Isn’t that sweet—did you ever!’ She turned to me. ‘You mean
streaky
, dear—that’s what we call it. Let me cut you some off here—this is nice.’ She thrust a side of bacon towards us and then placed it in the machine.
It began to go backwards and forwards with a swishing noise, while the three of us stood in silence watching it. There was an air of unreality about the whole scene—Keith, with his absurd clothes, and bristly hair like a hedgehog or porcupine, was almost a comic figure. And yet I felt sad, too, as if something had come to an end. The sadness, however, was underneath, and my most conscious feeling as I waited for somebody to break the silence was one of indignation.
‘Have we finished yet?’ Piers asked rather impatiently.
‘I think we need custard powder,’ said Keith.
‘Custard powder?’
exclaimed Piers in horror. ‘Good God, whatever do we want custard powder for?’
‘To make custard,’ said Keith flatly.
‘You mean
you
want to make custard with it. Well, all right then, as long as you don’t expect
me
to eat it.’
‘He’ll eat anything, really,’ said Keith to me in a confidential tone, gathering his purchases together into a canvas bag not unlike Mr Bason’s. ‘I always think custard is nice with stewed fruit, don’t you, Mrs Forsyth?’

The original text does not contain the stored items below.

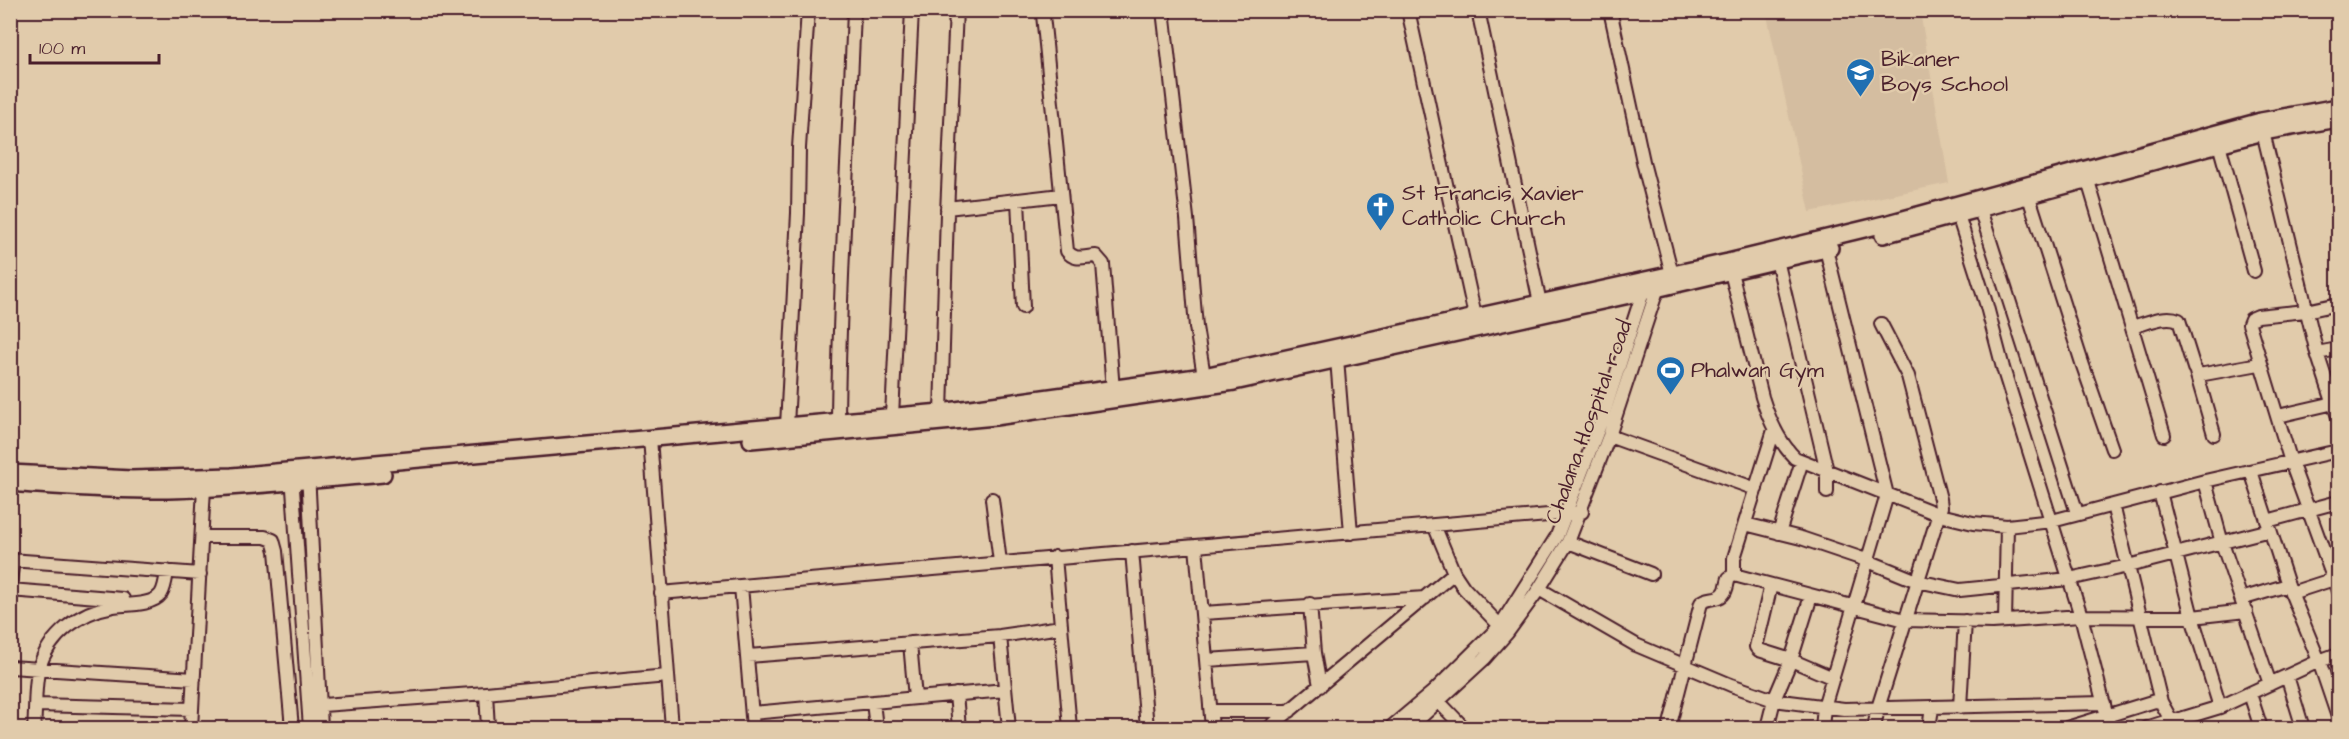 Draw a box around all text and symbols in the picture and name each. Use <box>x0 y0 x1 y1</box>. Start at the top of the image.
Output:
scale bar <box>30 27 159 65</box>
text: 100 m <box>39 36 85 61</box>
place label: Bikaner Boys School <box>1881 44 2008 101</box>
school or university icon: Bikaner Boys School <box>1844 56 1876 98</box>
place label: St Francis Xavier Catholic Church <box>1402 178 1584 234</box>
church icon: St Francis Xavier Catholic Church <box>1365 190 1397 232</box>
street label: Chalana Hospital road <box>1538 316 1640 528</box>
sports icon: Phalwan Gym <box>1654 354 1686 396</box>
place label: Phalwan Gym <box>1691 355 1824 387</box> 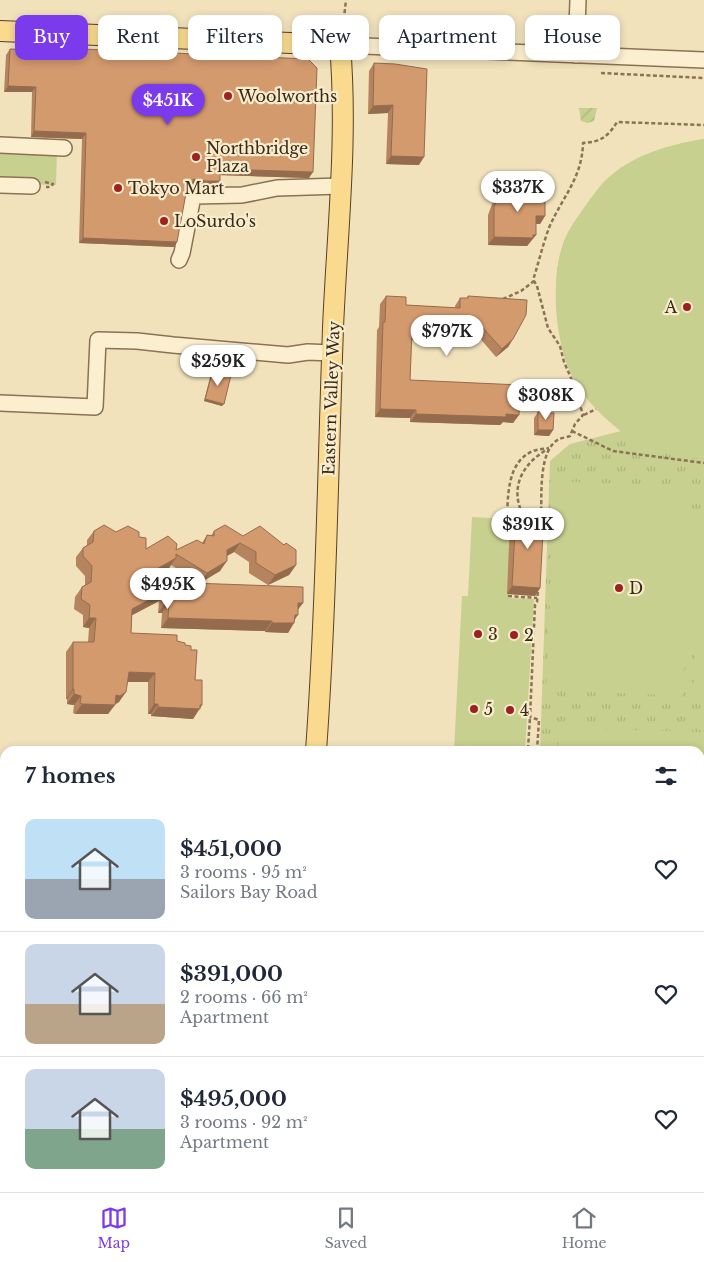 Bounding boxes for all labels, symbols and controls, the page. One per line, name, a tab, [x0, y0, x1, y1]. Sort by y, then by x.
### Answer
chip: Buy	[15, 15, 88, 60]
chip: Rent	[98, 15, 178, 60]
chip: Filters	[188, 15, 282, 60]
chip: New	[292, 15, 369, 60]
chip: Apartment	[379, 15, 515, 60]
chip: House	[525, 15, 620, 60]
pin: $451K	[133, 84, 203, 126]
place label: Woolworths	[237, 86, 337, 106]
text: $451K	[143, 90, 193, 110]
marker: Woolworths	[222, 90, 234, 102]
place label: Northbridge Plaza	[206, 138, 308, 176]
marker: Northbridge Plaza	[190, 151, 202, 163]
pin: $337K	[483, 170, 553, 213]
text: $337K	[492, 177, 544, 197]
place label: Tokyo Mart	[128, 178, 224, 198]
marker: Tokyo Mart	[112, 182, 124, 194]
place label: LoSurdo's	[174, 211, 256, 231]
marker: LoSurdo's	[158, 215, 170, 227]
place label: A	[664, 297, 678, 317]
marker: A	[681, 301, 693, 313]
pin: $797K	[412, 314, 482, 357]
street label: Eastern Valley Way	[318, 320, 344, 476]
text: $797K	[422, 321, 472, 341]
pin: $259K	[183, 344, 253, 387]
text: $259K	[191, 351, 245, 371]
pin: $308K	[511, 378, 581, 421]
text: $308K	[518, 385, 574, 405]
pin: $391K	[493, 508, 563, 550]
text: $391K	[502, 514, 554, 534]
pin: $495K	[133, 568, 203, 610]
text: $495K	[141, 574, 195, 594]
place label: D	[629, 578, 643, 598]
marker: D	[613, 582, 625, 594]
place label: 3	[488, 624, 498, 644]
place label: 2	[524, 625, 534, 645]
marker: 3	[472, 628, 484, 640]
marker: 2	[508, 629, 520, 641]
place label: 5	[484, 699, 493, 719]
place label: 4	[520, 700, 529, 720]
marker: 5	[468, 703, 480, 715]
marker: 4	[504, 704, 516, 716]
icon: filters	[652, 762, 680, 790]
text: 7 homes	[25, 763, 116, 789]
text: $451,000	[180, 836, 282, 862]
icon: home	[65, 839, 125, 899]
icon: heart	[652, 855, 680, 883]
text: 3 rooms · 95 m²	[180, 862, 307, 882]
text: Sailors Bay Road	[180, 882, 318, 902]
text: $391,000	[180, 961, 283, 987]
icon: home	[65, 964, 125, 1024]
icon: heart	[652, 980, 680, 1008]
text: 2 rooms · 66 m²	[180, 987, 308, 1007]
text: Apartment	[180, 1007, 269, 1027]
text: $495,000	[180, 1086, 287, 1112]
icon: home	[65, 1089, 125, 1149]
icon: heart	[652, 1105, 680, 1133]
text: 3 rooms · 92 m²	[180, 1112, 307, 1132]
text: Apartment	[180, 1132, 269, 1152]
tab: Map	[97, 1204, 130, 1252]
tab: Saved	[325, 1204, 367, 1252]
tab: Home	[562, 1204, 607, 1252] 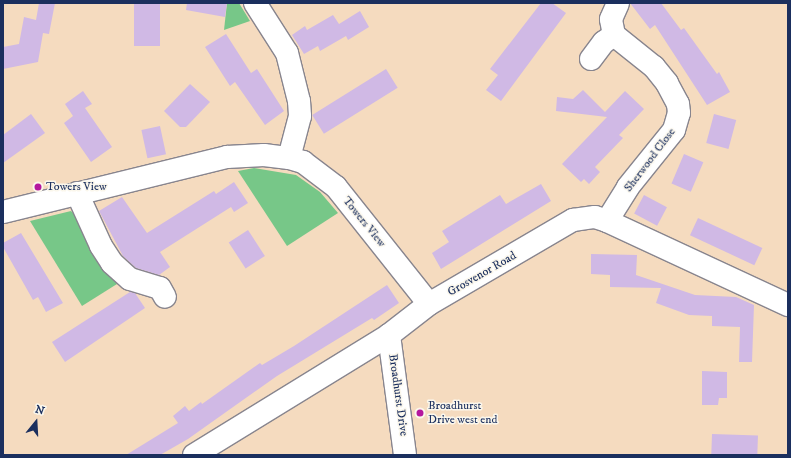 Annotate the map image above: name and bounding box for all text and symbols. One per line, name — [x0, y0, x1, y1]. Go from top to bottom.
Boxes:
street label: Sherwood Close — [621, 125, 679, 195]
place label: Towers View — [46, 180, 107, 194]
marker: Towers View — [33, 182, 43, 192]
street label: Towers View — [339, 194, 389, 250]
street label: Grosvenor Road — [445, 249, 519, 299]
street label: Broadhurst Drive — [385, 353, 411, 437]
place label: Broadhurst Drive west end — [428, 399, 498, 427]
north arrow — [16, 402, 56, 442]
text: N — [33, 403, 46, 419]
marker: Broadhurst Drive west end — [415, 408, 425, 418] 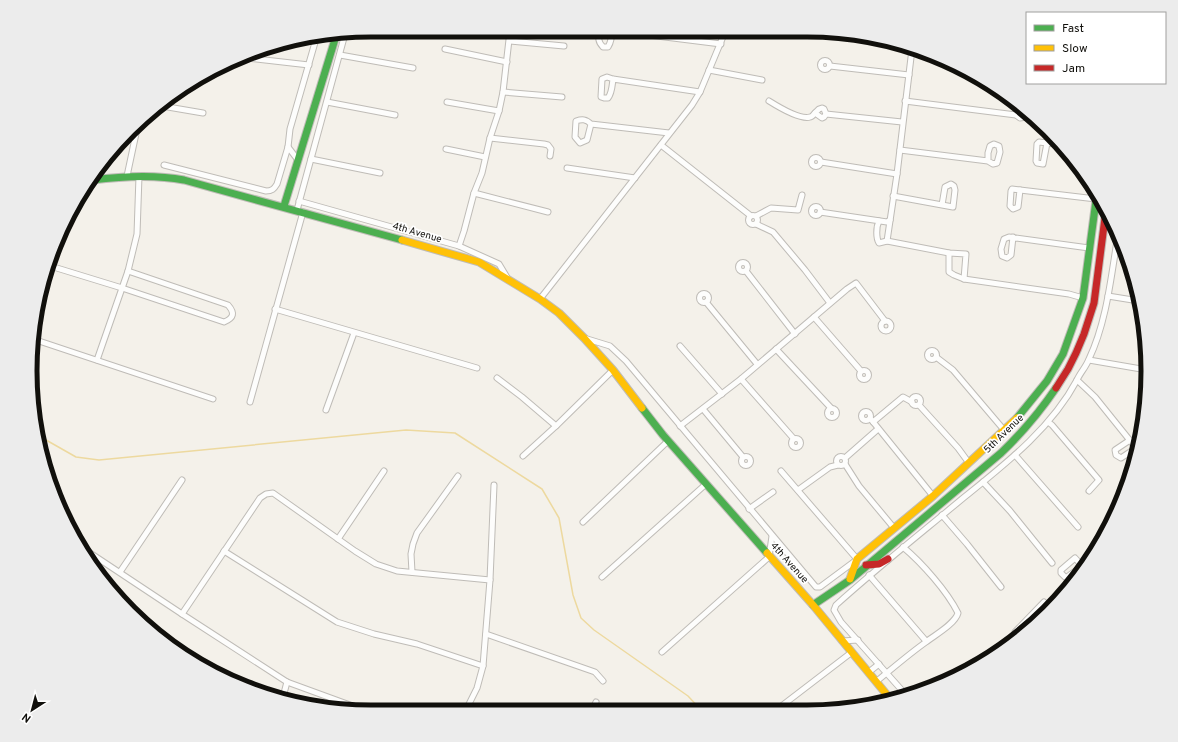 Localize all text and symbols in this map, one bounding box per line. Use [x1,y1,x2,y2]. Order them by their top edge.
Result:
legend [1026,12,1166,84]
text: Fast [1062,21,1084,37]
text: Slow [1062,41,1088,57]
text: Jam [1062,61,1085,77]
street label: 4th Avenue [391,220,443,246]
street label: 5th Avenue [981,412,1027,456]
street label: 4th Avenue [767,540,811,586]
north arrow [12,690,52,730]
text: N [19,709,34,725]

His respectful manner and constant use of my name were a little disconcerting, I found.
‘Yes,’ I said inadequately, ‘I do.’
We walked along the pavement, Keith and I together with Piers a little in front. Nobody seemed to be saying anything and perhaps conversation is not always necessary; but I felt that there was a kind of awkwardness about our silence, so I said to Keith, ‘You’re not really at all as I’d imagined you.’
‘Had you imagined me, Mrs Forsyth?’ There was a note of eagerness in the flat little voice. ‘How did Piers describe me?’
Perhaps if I had said ‘he didn’t’ he would have been hurt, and it was lucky that Piers broke in rather impatiently before I had time to think of a tactful answer.
‘We cross the road here,’ he said, ‘and take this turning opposite.’
We were soon in a street of peeling stuccoed houses, which were not even noble in their shabbiness. I saw that some of them had been painted, while others which had presumably been bombed had had their façades rebuilt in a way which did not harmonize with the rest. There were rather a lot of children running about, and old women in bedroom slippers sunning themselves on ramshackle balconies crowded with plants in pots. Various kinds of music were blaring from the open windows.
‘It’s rather continental here, isn’t it,’ I said. ‘It reminds me of Naples, you know.’
‘Thank you,’ said Piers. That’s really the best one can say about this district, and it’s nice of you to say it.’
‘Where do you live, Mrs Forsyth?’ asked Keith.
I told him.
He paused a moment in what seemed a respectful silence, then said seriously, ‘I should think rents are very high there.’
‘Wilmet doesn’t have to bother about dreary things like that,’ said Piers.
‘No—I mean, the house belongs to my husband’s mother, so I’ve never had to.’
‘I wish we could get a nice place, somewhere in a cleaner district,’ said Keith. ‘I have to wash the paint every week here. I just use plain soda and water—detergents make it go yellow. Do you find that, Mrs Forsyth?’
‘Well, I don’t know,’ I said, ashamed of my ignorance.
‘Keith, you must realize that Wilmet wouldn’t know about dreary things like that,’ said Piers. ‘I don’t suppose she’s ever washed paint in her life.’
‘No, I haven’t,’ I said crossly, ‘except perhaps when I was first in the Wrens. But am I any the worse for that? I could do it if I had to.’
‘But do remember about not using detergents,’ said Keith.
‘Well, here we are,’ said Piers, with a note of relief in his tone.
We had stopped outside one of the newly painted houses. It had a flight of steps up to the front door and three bells, two of which had cards by them. One had
HALIBURTON
written in block capitals, the other a Polish name of daunting complexity on a printed visiting card.
‘I suppose yours is the top bell, as it has no card on it,’ I said.
‘Yes, we’ve got the top flat,’ said Keith chattily. Two rooms with kitchenette, and we share the bathroom with Mr Sienkiewicz.’
‘No relation to the author of
Quo Vadis
, as far as we know, but the name is comforting in a way,’ said Piers.